Alcest, ‘Spiritual Instinct’

French blackgazers Alcest let in the light for their sixth LP. “These two extremes [are] fighting inside me,” singer-guitarist Neige said in Spotify’s Metal Talks series. “I have flaws, I have a dark side … and it’s a part of the spiritual path. You have to live with it and to accept it.” The exhilarating build of “Protection” pairs drummer Winterhalter’s relentless, battering-ram charge with Neige’s accelerating shivers of tremolo; and in “Sapphire,” the guitarist stealthily integrates a glowing post-punk riff into the fray. Waiting in the wings is Norwegian artist Kathrine Shepard, better known as Sylvaine, who shares an operatic serenade with Neige amid the thrash of “L’Île des Morts.” The beauty of Alcest hinges on such stark contrasts: Peeking out from beneath the blanket of noise lives something incandescent and sublime.
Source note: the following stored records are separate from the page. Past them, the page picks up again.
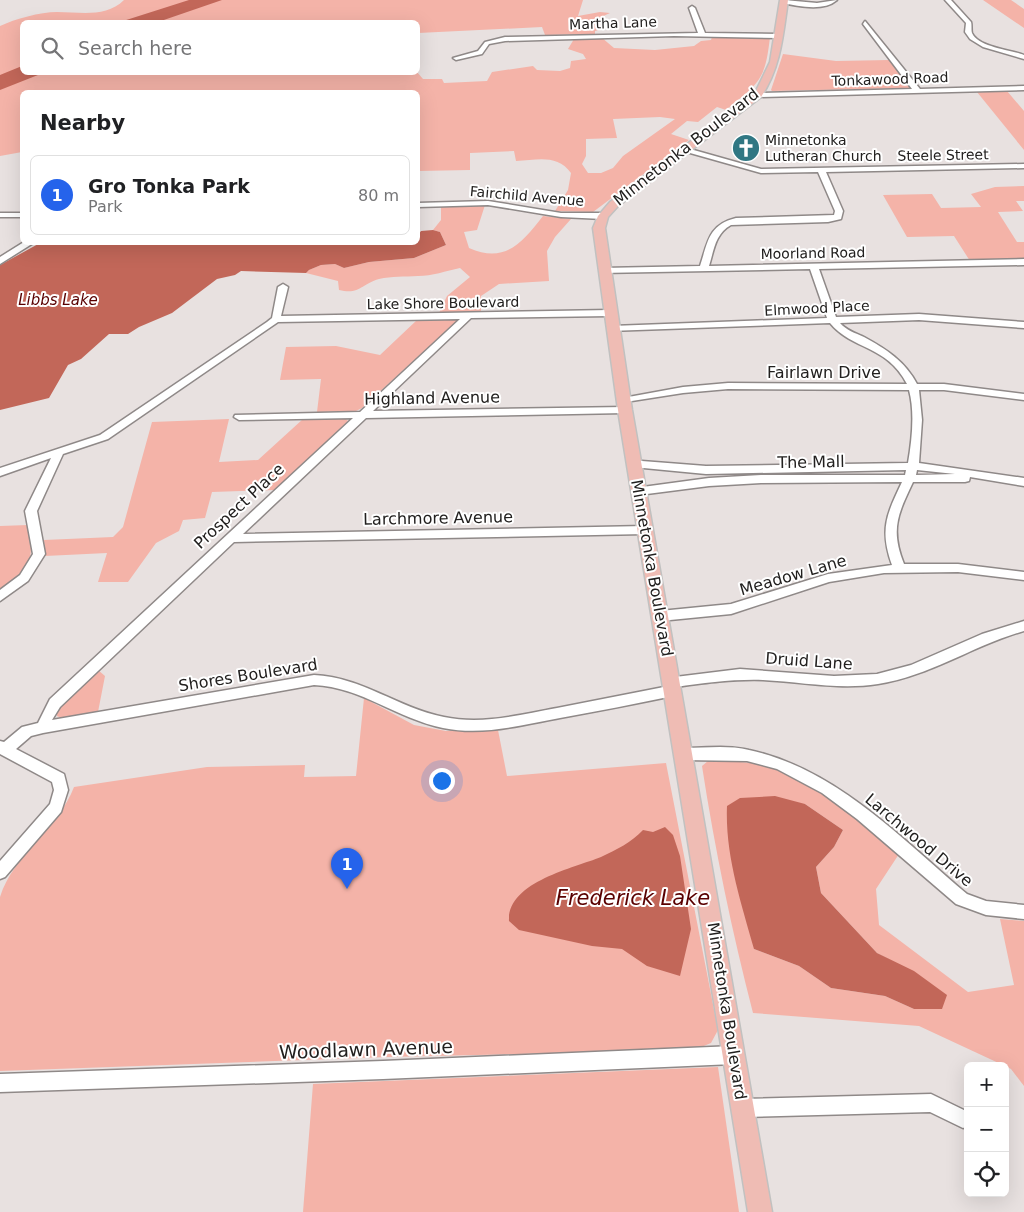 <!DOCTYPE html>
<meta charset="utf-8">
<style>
body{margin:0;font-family:"DejaVu Sans",sans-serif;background:#f2f2f2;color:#202124}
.controls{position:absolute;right:15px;bottom:15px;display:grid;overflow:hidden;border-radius:8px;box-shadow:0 5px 20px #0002}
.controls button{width:45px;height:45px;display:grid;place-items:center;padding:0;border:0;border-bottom:1px solid #e0e0e0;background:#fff;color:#202124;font:25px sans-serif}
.you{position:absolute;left:441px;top:780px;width:18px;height:18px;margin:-12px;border:4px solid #fff;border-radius:50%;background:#1a73e8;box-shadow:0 0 0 8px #1a73e833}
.badge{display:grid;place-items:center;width:32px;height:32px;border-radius:50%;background:#2563eb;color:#fff;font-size:16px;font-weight:700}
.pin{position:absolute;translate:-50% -41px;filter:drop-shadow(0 1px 2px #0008)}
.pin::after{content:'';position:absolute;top:26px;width:18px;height:15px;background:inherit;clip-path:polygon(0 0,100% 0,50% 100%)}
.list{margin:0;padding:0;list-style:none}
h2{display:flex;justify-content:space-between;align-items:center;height:65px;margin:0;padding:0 20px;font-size:21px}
h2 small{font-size:16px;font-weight:400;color:#757577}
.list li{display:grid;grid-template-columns:32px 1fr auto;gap:15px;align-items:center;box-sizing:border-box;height:80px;margin:0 10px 10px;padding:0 10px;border:1px solid #e0e0e0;border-radius:8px}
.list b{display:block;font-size:19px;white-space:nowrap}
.list p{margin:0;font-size:16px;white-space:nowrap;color:#757577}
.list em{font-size:16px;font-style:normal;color:#757577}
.icon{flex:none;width:28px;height:28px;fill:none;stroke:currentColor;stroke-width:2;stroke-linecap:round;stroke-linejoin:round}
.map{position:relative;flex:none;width:1024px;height:1212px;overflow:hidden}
.search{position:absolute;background:#fff;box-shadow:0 5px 20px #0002;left:20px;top:20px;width:400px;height:55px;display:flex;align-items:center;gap:12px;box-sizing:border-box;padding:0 18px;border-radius:8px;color:#757577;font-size:19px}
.panel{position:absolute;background:#fff;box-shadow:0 5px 20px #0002;left:20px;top:90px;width:400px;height:155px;border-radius:8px}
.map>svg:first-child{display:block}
.green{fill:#f4b3a8;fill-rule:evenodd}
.water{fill:#c26759}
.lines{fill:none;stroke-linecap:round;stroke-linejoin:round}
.minor-casing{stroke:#8f8988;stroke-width:3}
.major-casing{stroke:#c1c1c0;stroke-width:3}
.minor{fill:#fff;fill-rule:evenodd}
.major{fill:#efbcb4;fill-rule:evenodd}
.labels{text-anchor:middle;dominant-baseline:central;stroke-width:4;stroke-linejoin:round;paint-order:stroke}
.far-street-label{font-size:14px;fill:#22201f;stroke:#fff}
.far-poi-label{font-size:14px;fill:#22201f;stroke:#fff;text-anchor:start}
.far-water-label{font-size:15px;font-style:italic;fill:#590000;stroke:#fff}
.street-label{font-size:16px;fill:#22201f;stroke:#fff}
.near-street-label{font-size:19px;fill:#22201f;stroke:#fff}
.near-water-label{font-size:21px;font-style:italic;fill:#590000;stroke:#fff}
</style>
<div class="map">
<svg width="1024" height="1212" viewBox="0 0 1024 1212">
<rect width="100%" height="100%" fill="#e8e1e0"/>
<path class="green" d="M124 0H583L578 16 600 12 610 13 590 22 602 25 605 28 595 31V34L545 35 542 27 418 33V22H22V72H417L423 79H442L444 83 487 81 492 72 533 66 537 70 560 71 570 68 571 61 586 59 583 54 568 49 574 39 601 37 614 48 655 50 694 46 701 41 711 40 712 37H770C765 82 759 82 726 110L717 107 698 122 687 121 671 134 689 140 593 212 555 211 568 190 571 173C557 154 538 160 516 161L514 151 470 153V170L418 171V92H22V152L0 156V26C15 19 40 12 57 12 80 12 106 18 124 0ZM660 117 675 119 623 156 613 168 601 173H588L582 164 586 156V139L617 138 613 119Z
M983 0H1011L1024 9V28Z
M783 54 836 61 889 60 910 88 772 91 771 90Z
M1007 91 1024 111V150L977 92Z
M1024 186V201H1016L1023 211 998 212 1017 242H1024V260L970 261 954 236 907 237 883 195 932 194 941 208 981 207 971 194 995 187Z
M485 205 477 230 464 232 469 248C505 264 522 243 543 216L571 219 555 237 547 251 549 281 499 284 481 296V313H439L447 296 470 277 460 268C446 271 432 276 418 276 404 277 392 276 379 279 361 284 360 295 339 290L338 281 306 273 309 270 321 265 335 264 344 268 369 262 414 258 446 245 440 232 433 230 441 220V206Z
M456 319 457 321 362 408 356 411 317 412 321 379 280 380 286 347 336 346 380 355 417 320Z
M345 418 348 421 275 490 212 492 205 518 183 520 179 531 156 543 128 582H98L107 553 45 556 44 540 113 537 123 527 152 422 229 419 219 462 258 460 303 419Z
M28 525C35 559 31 571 0 590V526Z
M98 670 105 676 98 712 61 718 57 716 56 712Z
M364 698 414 725 446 731 498 730 507 776 666 763 718 1030 711 1043 694 1050 388 1057 0 1071V897C13 855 58 829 74 787L207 767 305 765 304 777 356 776Z
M708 761C729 762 753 761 773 767 819 782 864 823 899 854L876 889 879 925 968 992 1014 985 1000 919 1024 921V1086L1011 1069 1005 1066 919 1026 753 1013C732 932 715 850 702 766ZM805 804 843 830 834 847 816 867 821 893 877 953 890 960 914 1009 885 996 831 988 799 966 754 949Z
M718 1067 739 1212H303L313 1084Z"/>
<path class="water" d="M189 0H222L158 22H120Z
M22 66V72L43 73 0 90V75Z
M433 230 440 232 446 245 414 258 369 262 344 268 335 264 321 265 309 270 306 273 241 271 235 275 217 279 172 313 139 327 128 334H109L81 359 68 365 49 398 0 410V265L40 243 313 244 318 242H418V235L421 231Z
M775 796 805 804 843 830 834 847 816 867 821 893 877 953 914 971 947 995 942 1009H914L885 996 831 988 799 966 754 949C741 902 725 855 727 806L740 798Z
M665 827 673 835 680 856 691 929 680 976 647 966 622 949 592 946 519 930 509 921C507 882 574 868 601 857 616 850 632 842 643 830L653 832Z"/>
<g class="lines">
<defs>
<path id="minor" d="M784 0 817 3 837 0C823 12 799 6 782 3Z
M945 0H951L971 22C972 25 971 30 972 33 978 47 1011 50 1024 55V59L983 47 970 39 965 32 966 23Z
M692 6 695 8 705 33 779 34 782 36 779 38 674 36 505 41 489 44 482 54 456 60 453 58 478 51 485 42 505 37 698 33 689 8Z
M865 21 920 89 1024 86V90L758 97 754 95 758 93 912 89 863 24Z
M683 147 761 169 1024 164V168L826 172 843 211 841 219 828 222 731 225C715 234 714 250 709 266L1024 259V265L819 269 836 317 919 314 1024 322V328L919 320 840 323C846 330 855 333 864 337 886 349 905 361 917 384H944L1024 394V400L944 390H919L922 420 919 463 1024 478V486L970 477 969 481 965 482H913C898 514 890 529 904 564H958L1024 572V580L958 572 884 573 829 582 731 614 660 621 656 619 654 616 656 613 660 611 731 604 828 574 892 565C879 529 887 514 902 482L761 483 709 486 639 495 635 494 633 491 635 488 709 478 761 475H905L906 470 706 474 633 467 628 463 629 460 706 466 908 463C912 440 915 412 909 390L728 389 683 393 619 403 618 401 623 398 683 387 728 383 907 384C887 345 852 350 830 323L609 331V327L612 326 827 318 810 269 600 273V269L603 268 700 266C708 242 708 225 736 218L834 215 835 211 818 172 761 173 683 151ZM917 470 955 474 916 475Z
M488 201 561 213H603L607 216 603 219 561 217 488 205 418 207V203Z
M0 213H22V217H0Z
M24 242H35L0 264V257Z
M283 284 288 287 281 316 610 310 615 313 610 316 471 318 373 411 625 407 630 410 625 413 366 418 243 534 645 526 651 530 645 534 234 542 60 707 52 720 314 675C362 677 398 708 444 717 482 725 519 715 557 708 594 701 632 693 669 686L665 682 667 678 740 669 834 676 877 674 911 665 982 634 1024 621V631C974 645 930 676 878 684 840 690 801 682 763 680 734 679 705 683 676 687L680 691 678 695 673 696C635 704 598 711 560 718 522 725 483 736 443 728 398 719 361 687 314 685L43 733 31 736 16 749 64 774 68 790 61 812 5 877 0 879V861L50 804 54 790 52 782 0 754V741L4 742 22 727 38 723 50 699 353 418 239 420 234 417 235 415 360 412 460 319 278 322 108 439 63 454 37 511 45 554 28 581 0 601V590L20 575 33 554 25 511 51 458 0 476V468L100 435 267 322 272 318 278 287Z
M684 748C705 748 729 745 749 750 835 768 902 839 967 894L986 901 1024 905V919L986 915 956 904 857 819 822 793 777 769 747 761 684 760 679 758 677 754 679 750Z
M734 1046 740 1049 743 1055 740 1061 734 1064 383 1079 0 1092V1074L383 1061Z
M931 1094 968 1112V1126L963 1128 930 1112 743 1117 737 1114 734 1108 737 1102 743 1099Z"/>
<path id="major" d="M780 0H788C783 35 781 67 761 97L618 206 608 217 605 228 632 410 772 1212H748L618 410 593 228 598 216 610 202 755 93 770 62Z"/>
</defs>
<use href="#minor" class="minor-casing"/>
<use href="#major" class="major-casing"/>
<use href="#minor" class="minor"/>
<use href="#major" class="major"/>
</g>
<defs>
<symbol id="church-disc" viewBox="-11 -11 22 22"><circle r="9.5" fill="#307783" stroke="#fff"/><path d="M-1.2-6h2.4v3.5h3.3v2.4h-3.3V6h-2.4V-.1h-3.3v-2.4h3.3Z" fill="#fff"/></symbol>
</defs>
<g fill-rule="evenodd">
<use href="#church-disc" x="730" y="132" width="32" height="32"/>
</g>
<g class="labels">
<g class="far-street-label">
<text transform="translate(613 23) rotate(-2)">Martha Lane</text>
<text transform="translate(890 79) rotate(-2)">Tonkawood Road</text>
<text transform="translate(943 155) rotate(-1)">Steele Street</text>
<text transform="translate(527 196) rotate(5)">Fairchild Avenue</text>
<text transform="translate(813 253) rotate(-1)">Moorland Road</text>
<text transform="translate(443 303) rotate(-1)">Lake Shore Boulevard</text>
<text transform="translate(817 308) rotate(-3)">Elmwood Place</text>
</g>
<g class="far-poi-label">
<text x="765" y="140">Minnetonka<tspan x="765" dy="16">Lutheran Church</tspan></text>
</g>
<g class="far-water-label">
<text x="58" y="300">Libbs Lake</text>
</g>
<g class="street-label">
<text transform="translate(686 147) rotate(-38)">Minnetonka Boulevard</text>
<text x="824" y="372">Fairlawn Drive</text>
<text transform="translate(432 398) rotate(-1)">Highland Avenue</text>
<text transform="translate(811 462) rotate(-1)">The Mall</text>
<text transform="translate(239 506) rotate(-43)">Prospect Place</text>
<text transform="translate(438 518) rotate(-1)">Larchmore Avenue</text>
<text transform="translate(652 568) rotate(80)">Minnetonka Boulevard</text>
<text transform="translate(793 575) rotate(-16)">Meadow Lane</text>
<text transform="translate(809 661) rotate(4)">Druid Lane</text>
<text transform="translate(248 675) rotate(-9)">Shores Boulevard</text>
<text transform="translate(919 840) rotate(40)">Larchwood Drive</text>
<text transform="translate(727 1011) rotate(81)">Minnetonka Boulevard</text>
</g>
<g class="near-street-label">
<text transform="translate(366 1049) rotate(-2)">Woodlawn Avenue</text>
</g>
<g class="near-water-label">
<text x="633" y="898">Frederick Lake</text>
</g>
</g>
</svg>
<div class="controls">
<button>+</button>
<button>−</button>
<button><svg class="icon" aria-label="locate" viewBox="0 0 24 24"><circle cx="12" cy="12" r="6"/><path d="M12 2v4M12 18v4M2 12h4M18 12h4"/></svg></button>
</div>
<div class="you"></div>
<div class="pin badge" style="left:347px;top:889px">1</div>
<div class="search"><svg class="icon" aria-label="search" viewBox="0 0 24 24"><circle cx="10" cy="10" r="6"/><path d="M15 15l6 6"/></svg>Search here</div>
<section class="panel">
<h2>Nearby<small></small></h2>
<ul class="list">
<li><span class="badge">1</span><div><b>Gro Tonka Park</b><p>Park</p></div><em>80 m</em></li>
</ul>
</section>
</div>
S.E.

8

Gaahls Wyrd, ‘Gastir — Ghosts Invited’

There’s so much that the world already knows about Gaahl, the forbidding Norwegian black-metal singer who has fronted Trelldom, Gorgoroth, and God Seed over the years: He’s openly gay, a vegetarian, and a visual artist. But for as revealing as he’s been about his life, he somehow remains one of the most enigmatic figures in metal, keeping his motives a secret. That mystery is what made Gastir — Ghosts Invited, the debut full-length by his latest group, Gaahls Wyrd so bewitching. In between all of the cranium-rattling metal riffing, the album is full of shadowy guitar breaks (check the eerie “Ek Erilar”), whispered lyrics (just try to decipher “From the Spear”), Bowie-esque drama (“Ghosts Invited”), and discordant arrangements that might make more sense in an Igor Stravinsky symphony (“Through the Past and Past”). It’s music that sounds possessed, and you can’t help but want to let it take you over, too. K.G.

9

Moon Tooth, ‘Crux’

An album that can remind you of Converge one minute and John Mayer the next? Bear with us. There’s something alchemical at work on the second LP by Long Island outfit Moon Tooth that turns what could be a scatterbrained genre mashup into an ingenious hybrid. There’s no channel-changing evident on songs like “Omega Days” and “Motionless in Sky,” just a harmonious mesh of prog-metal fury and R&B poignancy. And while we never envisioned that power-ballad crooning could flow naturally into beast-mode blitz, it now seems like pure wish fulfillment, thanks to Crux’s awe-inspiring title track. Not since the early days of the Mars Volta has a rock band managed to sound so wildly adventurous while delivering such unshakable hooks. H.S.

10

Slipknot, ‘We Are Not Your Kind’

Five years after they mourned the death of bassist Paul Gray on .5: The Gray Chapter, Slipknot returned with more breakneck anthems for malcontents on their sixth LP. A collection of songs for “the bitter, the maladjusted and the wise, fighting off a generation too uptight,” as Corey Taylor spits in “Birth of the Cruel,” We Are Not Your Kind discovers a reinvigorated Slipknot sounding more like themselves this go-round — which is to say, like a rambling horror show. Contrasting gruff rock-rap with dark pop harmonies, Taylor adds levity to vulnerable moments with sneering braggadocio on the Clown-devised skirmish “Nero Forte”; and on the catch-and-release melody of “Critical Darling,” Taylor calls to mind the human-spurred apocalypse, as foretold by both evangelists and climate scientists. “What is coming has begun,” warns Taylor. “An ending I won’t live to see/We tell ourselves it can’t be hell if there’s no heaven.” Said Taylor in May, “You want a villain, I will give you a fucking villain” — but as in most Slipknot songs, there’s no villain more disquieting than the one who lives in every one of us. S.E.